Im
EOS Directory, das die
Open Source Business Foundation (deren Vorstandsmitglied ich bin) in Kürze neu aufsetzen wird, geht es nicht um Open Source Software, sondern um
Enterprise Open Source Software (Enterprise OSS). Das ist zwar im Namen nur ein kleiner, in Wirklichkeit aber ein sehr großer Unterschied! Der Namenszusatz "Enterprise" bedeutet, dass die Software für den professionellen Einsatz in geschäftskritischen Bereichen eines Unternehmens geeignet sein muss. Und die aus diesem Einsatzbereich resultierenden zusätzlichen Anforderungen sind signifikant, wie die Praxis zeigt.

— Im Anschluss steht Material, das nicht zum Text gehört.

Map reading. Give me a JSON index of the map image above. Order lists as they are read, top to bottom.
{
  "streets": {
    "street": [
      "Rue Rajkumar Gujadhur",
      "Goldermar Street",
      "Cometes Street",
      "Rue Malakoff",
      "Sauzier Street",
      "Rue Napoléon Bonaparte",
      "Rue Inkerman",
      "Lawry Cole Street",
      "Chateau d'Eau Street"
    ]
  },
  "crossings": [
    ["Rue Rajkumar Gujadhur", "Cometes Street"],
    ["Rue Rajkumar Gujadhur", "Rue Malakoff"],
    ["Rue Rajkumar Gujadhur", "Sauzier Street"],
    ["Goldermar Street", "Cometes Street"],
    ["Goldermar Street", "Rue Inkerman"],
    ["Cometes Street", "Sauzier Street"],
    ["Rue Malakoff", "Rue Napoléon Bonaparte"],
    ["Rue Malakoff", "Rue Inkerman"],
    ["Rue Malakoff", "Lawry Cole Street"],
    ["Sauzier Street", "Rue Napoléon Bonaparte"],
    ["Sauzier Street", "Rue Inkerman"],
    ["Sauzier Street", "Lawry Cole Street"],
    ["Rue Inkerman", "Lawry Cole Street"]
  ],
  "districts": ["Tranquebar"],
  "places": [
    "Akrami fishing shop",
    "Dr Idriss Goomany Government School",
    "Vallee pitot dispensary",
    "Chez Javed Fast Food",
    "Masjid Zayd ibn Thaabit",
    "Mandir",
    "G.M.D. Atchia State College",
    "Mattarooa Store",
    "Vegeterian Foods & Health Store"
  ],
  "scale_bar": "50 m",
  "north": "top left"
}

So beinhaltet der Einsatz einer Open Source Software in Unternehmen auf der einen Seite funktionale Anforderungen wie
- Schnittstellen für die Integration in eine existierende IT-Infrastruktur
- Berücksichtigung von Zeitzonen
- Mandantenfähigkeit (sofern erforderlich)
- eine mehrsprachige Benutzeroberfläche (sofern eine GUI vorhanden ist) mit Unterstützung verschiedener Zeichensätze
- die Unterstützung älterer Browser-Versionen wie Internet Explorer 6 (für Web-Applikationen)

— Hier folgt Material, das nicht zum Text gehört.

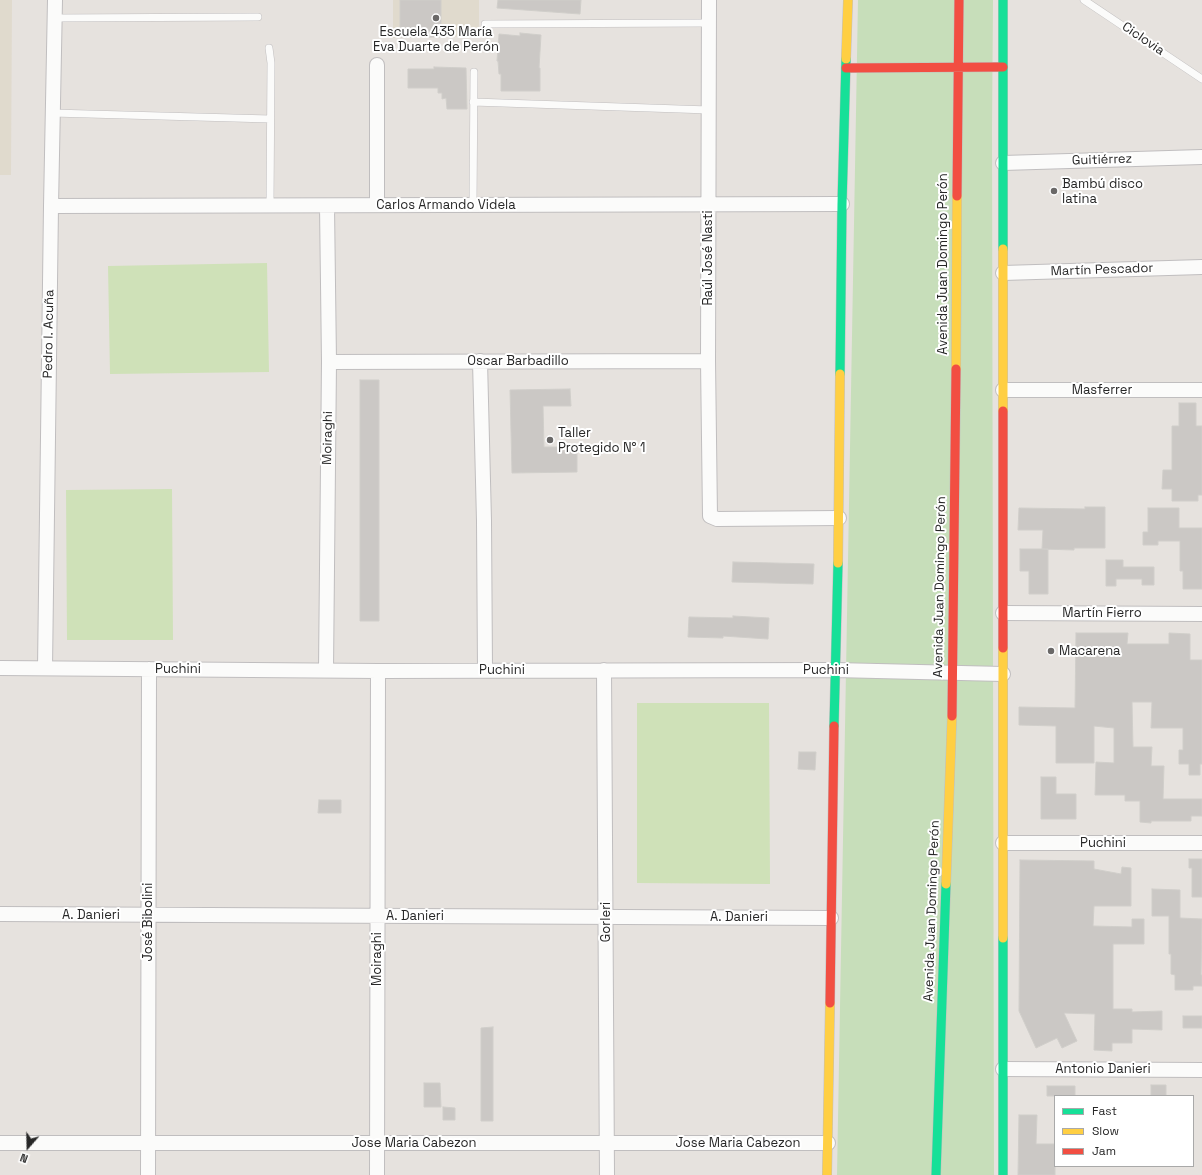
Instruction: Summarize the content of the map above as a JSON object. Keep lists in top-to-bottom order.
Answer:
{
  "streets": {
    "main road": ["Avenida Juan Domingo Perón"],
    "street": [
      "Guitiérrez",
      "Carlos Armando Videla",
      "Raúl José Nasti",
      "Martín Pescador",
      "Pedro I. Acuña",
      "Oscar Barbadillo",
      "Masferrer",
      "Moiraghi",
      "Martín Fierro",
      "Puchini",
      "A. Danieri",
      "José Bibolini",
      "Gorleri",
      "Antonio Danieri",
      "Jose Maria Cabezon"
    ],
    "lane": ["Ciclovia"]
  },
  "crossings": [
    ["Carlos Armando Videla", "Raúl José Nasti"],
    ["Carlos Armando Videla", "Pedro I. Acuña"],
    ["Carlos Armando Videla", "Moiraghi"],
    ["Raúl José Nasti", "Oscar Barbadillo"],
    ["Avenida Juan Domingo Perón", "Puchini"],
    ["Pedro I. Acuña", "Puchini"],
    ["Oscar Barbadillo", "Moiraghi"],
    ["Moiraghi", "Puchini"],
    ["Moiraghi", "A. Danieri"],
    ["Moiraghi", "Jose Maria Cabezon"],
    ["Puchini", "José Bibolini"],
    ["Puchini", "Gorleri"],
    ["A. Danieri", "José Bibolini"],
    ["A. Danieri", "Gorleri"],
    ["José Bibolini", "Jose Maria Cabezon"],
    ["Gorleri", "Jose Maria Cabezon"]
  ],
  "places": [
    "Escuela 435 María Eva Duarte de Perón",
    "Bambú disco latina",
    "Taller Protegido N° 1",
    "Macarena"
  ],
  "legend": ["Fast", "Slow", "Jam"],
  "north": "bottom"
}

Auf der anderen Seite kommen nicht-funktionale Anforderungen hinzu, wie zum Beispiel
- ein stabiler und nicht zu exotischer Software-Stack, der zum Betrieb der Enterprise OSS erforderlich ist (Application Server, DBMS, ESB, o.ä.)
- die einfache Skalierbarkeit der Software (z.B. durch Caching, Verteilung auf mehrere Server, etc.)

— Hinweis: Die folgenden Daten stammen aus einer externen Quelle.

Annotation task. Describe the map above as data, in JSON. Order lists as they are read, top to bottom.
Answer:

- die Sicherheit der Daten vor Hack-Angriffen (nicht nur von außen, sondern auch von innen
- eine gute Usability, die die Bedienung der Enterprise OSS auch Gelegenheitsnutzern erlaubt (oft ein Schwachpunkt bei OSS)
Über die bloßen funktionalen und nicht-funktionalen Anforderungen hinaus haben Unternehmen oft Bedarf an zusätzlichen Dienstleistungen rund um eine Enterprise OSS, und zwar umso dringender, je geschäftskritischer die eingesetzte Software ist. So erwarten Unternehmen auf folgenden Gebieten Service-Leistungen durch externe Anbieter:
- Schulung: Dokumentation, Trainingskurse, Experten-Hotline, etc.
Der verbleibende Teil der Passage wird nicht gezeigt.